Most AI teams treat evals as a one-time validation exercise.
Build the eval suite during initial development, run it to
prove the system works, show the results to stakeholders,
then never touch it again. The eval suite goes stale. New
prompts ship without coverage. Regressions creep in quietly.
This is the same anti-pattern traditional software went
through before CI/CD became standard practice. We solved it
by making tests a gate, not a report. The same principle
applies here.
Here is what I enforce on teams I work with:
- Every PR that touches a prompt includes eval results.
No exceptions. If you changed the system prompt, show me
the before/after scores. Same as requiring test coverage
for new code paths.
- Model migrations are gated on eval pass rates. Upgrading
from GPT-4o to GPT-4.5? Run the full eval suite first. I
have seen model "upgrades" cause 15% faithfulness
regressions because the new model was more verbose and less
precise. The eval caught it before users did.
- Eval cases grow from production incidents. Every time a
user reports a bad response, that becomes a new eval case.
Your test suite should be a living record of every failure
mode you have encountered. Over time, it becomes your most
valuable artifact -- more valuable than the prompt itself.

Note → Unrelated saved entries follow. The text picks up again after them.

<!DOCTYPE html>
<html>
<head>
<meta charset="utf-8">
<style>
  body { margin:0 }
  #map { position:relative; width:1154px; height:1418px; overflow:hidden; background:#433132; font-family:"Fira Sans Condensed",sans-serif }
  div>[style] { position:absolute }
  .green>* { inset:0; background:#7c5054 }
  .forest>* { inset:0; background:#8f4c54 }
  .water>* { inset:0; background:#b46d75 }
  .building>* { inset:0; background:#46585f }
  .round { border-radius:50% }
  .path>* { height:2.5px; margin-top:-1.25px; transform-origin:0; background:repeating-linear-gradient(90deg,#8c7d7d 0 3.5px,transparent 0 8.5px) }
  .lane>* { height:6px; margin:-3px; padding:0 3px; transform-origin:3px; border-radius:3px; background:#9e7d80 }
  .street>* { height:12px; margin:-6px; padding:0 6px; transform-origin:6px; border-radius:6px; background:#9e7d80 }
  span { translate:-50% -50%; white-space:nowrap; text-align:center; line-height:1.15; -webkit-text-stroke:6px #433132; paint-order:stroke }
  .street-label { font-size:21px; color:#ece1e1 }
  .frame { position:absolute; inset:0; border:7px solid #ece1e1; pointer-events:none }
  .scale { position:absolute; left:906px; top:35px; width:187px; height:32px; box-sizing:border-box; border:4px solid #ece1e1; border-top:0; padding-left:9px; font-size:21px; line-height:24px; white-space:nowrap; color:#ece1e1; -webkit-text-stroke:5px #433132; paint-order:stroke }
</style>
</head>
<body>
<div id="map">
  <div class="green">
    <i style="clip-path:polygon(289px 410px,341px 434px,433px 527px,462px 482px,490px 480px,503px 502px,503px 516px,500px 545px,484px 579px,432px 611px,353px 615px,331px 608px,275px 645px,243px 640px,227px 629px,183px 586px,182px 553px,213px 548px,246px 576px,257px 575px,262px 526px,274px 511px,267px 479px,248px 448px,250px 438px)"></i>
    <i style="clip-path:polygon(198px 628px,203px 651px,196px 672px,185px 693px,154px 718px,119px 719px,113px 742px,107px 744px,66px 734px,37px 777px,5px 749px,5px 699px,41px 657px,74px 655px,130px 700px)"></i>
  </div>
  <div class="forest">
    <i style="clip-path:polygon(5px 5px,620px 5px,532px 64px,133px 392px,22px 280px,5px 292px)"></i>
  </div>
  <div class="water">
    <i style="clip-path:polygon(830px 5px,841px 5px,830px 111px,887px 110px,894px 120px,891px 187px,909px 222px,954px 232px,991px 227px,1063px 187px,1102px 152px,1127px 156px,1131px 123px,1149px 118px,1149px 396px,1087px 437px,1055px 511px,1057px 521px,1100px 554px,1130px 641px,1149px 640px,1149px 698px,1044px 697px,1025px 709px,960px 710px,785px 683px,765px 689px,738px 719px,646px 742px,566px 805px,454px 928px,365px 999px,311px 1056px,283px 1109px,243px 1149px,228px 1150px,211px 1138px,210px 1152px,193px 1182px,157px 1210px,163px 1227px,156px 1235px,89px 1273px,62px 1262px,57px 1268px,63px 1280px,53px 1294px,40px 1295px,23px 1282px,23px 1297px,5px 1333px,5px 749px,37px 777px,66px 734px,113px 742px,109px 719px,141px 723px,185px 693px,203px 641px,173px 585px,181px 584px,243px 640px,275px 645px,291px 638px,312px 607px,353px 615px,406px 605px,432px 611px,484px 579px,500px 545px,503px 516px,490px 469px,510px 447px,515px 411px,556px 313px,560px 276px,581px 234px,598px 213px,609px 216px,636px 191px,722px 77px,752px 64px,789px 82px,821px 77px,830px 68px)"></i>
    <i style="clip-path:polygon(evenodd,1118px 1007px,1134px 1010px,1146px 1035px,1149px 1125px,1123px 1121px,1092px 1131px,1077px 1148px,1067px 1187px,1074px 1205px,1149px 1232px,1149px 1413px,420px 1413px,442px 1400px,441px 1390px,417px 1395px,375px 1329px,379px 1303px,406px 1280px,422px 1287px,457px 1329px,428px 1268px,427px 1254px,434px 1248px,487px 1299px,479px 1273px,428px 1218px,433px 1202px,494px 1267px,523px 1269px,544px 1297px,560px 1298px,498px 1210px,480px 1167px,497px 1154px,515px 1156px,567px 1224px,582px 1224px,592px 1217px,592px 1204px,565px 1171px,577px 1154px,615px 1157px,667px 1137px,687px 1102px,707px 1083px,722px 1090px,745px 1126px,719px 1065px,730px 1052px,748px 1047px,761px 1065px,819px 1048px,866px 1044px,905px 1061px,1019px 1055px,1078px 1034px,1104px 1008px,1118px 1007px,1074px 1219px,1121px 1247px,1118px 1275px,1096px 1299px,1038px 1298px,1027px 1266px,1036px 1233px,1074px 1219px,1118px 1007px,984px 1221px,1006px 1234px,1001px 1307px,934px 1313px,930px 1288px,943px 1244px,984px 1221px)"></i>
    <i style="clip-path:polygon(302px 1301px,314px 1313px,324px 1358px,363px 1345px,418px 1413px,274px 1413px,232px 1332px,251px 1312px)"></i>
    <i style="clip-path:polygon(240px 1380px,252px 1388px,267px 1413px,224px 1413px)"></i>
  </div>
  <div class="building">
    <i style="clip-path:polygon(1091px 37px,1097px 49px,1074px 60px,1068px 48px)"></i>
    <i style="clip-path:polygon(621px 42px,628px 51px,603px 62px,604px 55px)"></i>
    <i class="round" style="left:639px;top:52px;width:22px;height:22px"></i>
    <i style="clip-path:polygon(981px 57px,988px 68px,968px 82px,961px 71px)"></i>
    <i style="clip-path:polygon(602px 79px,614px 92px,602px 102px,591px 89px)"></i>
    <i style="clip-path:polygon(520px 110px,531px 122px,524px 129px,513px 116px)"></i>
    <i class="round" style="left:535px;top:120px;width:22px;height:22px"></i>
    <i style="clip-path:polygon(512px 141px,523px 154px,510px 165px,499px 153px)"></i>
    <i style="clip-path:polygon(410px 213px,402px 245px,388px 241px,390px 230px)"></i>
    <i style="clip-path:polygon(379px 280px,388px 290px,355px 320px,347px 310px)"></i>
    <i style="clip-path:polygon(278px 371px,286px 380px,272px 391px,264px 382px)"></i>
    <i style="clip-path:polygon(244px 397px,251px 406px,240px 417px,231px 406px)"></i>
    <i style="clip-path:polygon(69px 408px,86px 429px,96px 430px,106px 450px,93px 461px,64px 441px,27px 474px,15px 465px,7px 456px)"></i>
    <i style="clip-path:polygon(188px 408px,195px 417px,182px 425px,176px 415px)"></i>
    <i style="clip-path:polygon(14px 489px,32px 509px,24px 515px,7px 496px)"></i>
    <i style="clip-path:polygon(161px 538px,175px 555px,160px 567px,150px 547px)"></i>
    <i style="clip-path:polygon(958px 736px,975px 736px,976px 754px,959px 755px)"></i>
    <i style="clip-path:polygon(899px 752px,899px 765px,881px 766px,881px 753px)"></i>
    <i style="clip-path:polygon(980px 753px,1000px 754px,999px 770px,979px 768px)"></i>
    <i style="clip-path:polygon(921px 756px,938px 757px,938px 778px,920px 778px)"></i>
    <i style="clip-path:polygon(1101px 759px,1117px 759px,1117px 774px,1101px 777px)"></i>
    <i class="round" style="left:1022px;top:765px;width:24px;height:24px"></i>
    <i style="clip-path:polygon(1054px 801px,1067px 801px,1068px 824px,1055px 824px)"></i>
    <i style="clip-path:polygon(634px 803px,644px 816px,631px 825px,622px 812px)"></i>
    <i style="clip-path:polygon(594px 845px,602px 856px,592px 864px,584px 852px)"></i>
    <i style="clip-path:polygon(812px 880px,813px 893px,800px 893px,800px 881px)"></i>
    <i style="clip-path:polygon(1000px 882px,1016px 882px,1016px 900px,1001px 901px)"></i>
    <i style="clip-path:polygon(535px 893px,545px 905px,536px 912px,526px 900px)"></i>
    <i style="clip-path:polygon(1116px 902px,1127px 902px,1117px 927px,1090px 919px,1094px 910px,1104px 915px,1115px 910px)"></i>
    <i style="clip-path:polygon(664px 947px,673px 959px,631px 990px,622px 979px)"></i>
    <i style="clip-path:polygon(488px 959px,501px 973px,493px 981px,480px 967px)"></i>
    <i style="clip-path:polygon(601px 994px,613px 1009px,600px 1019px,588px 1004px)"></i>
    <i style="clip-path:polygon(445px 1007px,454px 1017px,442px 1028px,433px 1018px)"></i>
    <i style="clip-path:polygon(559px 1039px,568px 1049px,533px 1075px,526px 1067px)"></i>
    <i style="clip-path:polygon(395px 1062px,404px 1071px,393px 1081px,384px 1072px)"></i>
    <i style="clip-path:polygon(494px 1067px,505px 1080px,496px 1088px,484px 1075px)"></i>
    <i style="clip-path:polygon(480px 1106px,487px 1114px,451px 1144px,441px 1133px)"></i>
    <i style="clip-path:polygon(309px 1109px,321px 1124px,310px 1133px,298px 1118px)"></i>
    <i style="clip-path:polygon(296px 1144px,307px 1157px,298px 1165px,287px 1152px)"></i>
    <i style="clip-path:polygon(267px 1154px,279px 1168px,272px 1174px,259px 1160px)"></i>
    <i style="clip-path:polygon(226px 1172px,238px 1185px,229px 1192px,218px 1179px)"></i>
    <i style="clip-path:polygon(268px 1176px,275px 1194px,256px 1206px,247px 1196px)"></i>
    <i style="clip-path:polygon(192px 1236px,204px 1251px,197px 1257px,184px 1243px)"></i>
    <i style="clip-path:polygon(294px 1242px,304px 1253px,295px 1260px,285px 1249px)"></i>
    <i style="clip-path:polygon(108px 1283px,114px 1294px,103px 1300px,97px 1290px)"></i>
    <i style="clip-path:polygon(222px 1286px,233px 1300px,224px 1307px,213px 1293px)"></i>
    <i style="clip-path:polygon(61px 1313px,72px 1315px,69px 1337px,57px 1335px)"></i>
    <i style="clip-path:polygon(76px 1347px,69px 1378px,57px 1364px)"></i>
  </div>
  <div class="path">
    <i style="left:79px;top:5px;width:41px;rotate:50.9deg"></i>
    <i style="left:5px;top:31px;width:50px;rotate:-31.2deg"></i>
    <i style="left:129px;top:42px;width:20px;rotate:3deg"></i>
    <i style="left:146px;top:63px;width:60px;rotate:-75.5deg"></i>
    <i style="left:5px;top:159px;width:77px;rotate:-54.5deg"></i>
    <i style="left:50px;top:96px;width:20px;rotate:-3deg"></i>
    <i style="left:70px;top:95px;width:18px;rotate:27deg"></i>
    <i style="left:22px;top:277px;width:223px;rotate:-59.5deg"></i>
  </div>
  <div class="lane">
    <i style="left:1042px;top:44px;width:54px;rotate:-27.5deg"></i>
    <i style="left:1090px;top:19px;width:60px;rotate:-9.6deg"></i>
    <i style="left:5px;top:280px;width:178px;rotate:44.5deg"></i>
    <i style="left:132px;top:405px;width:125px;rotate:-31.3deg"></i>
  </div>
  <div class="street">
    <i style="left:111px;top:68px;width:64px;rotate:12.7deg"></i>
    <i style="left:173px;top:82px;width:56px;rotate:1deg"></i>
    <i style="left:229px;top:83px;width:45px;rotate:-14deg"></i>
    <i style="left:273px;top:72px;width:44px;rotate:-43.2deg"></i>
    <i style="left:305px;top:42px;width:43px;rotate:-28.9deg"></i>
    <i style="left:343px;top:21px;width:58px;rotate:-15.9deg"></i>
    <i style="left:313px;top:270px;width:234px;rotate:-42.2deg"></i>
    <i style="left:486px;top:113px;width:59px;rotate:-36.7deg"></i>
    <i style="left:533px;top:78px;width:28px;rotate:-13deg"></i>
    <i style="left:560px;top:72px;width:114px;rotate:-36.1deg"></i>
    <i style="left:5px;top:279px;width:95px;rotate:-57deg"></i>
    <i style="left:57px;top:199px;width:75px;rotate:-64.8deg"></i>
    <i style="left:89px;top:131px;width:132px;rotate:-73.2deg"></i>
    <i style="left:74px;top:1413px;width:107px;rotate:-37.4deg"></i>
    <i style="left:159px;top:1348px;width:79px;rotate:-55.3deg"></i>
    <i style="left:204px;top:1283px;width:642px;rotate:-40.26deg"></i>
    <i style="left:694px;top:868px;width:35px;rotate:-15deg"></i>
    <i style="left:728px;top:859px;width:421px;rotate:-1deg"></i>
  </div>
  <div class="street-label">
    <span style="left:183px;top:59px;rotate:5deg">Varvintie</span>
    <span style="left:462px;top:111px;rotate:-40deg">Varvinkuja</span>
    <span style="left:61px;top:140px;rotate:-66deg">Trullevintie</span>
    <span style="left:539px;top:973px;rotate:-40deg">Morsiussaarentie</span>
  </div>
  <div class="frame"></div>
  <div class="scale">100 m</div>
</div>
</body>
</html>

- Dashboards, not spreadsheets. Track eval scores over
time so you can spot trends. A slow drift downward in
faithfulness is easier to catch on a chart than in a weekly
manual review.
The teams that treat evals as infrastructure -- always
running, always growing, always gating deploys -- are the
teams that ship AI features with confidence. They deploy on
Fridays. They swap models without fear. They iterate on
prompts knowing they have a safety net.
That is what production AI actually looks like. Not
bulletproof models. Those do not exist. Systems with
guardrails that catch failures before users do, feedback
loops that compound quality over time, and engineering
discipline that treats reliability as the foundation rather
than an afterthought.
We stopped deploying code without tests a long time ago. It
is time we held AI to the same standard.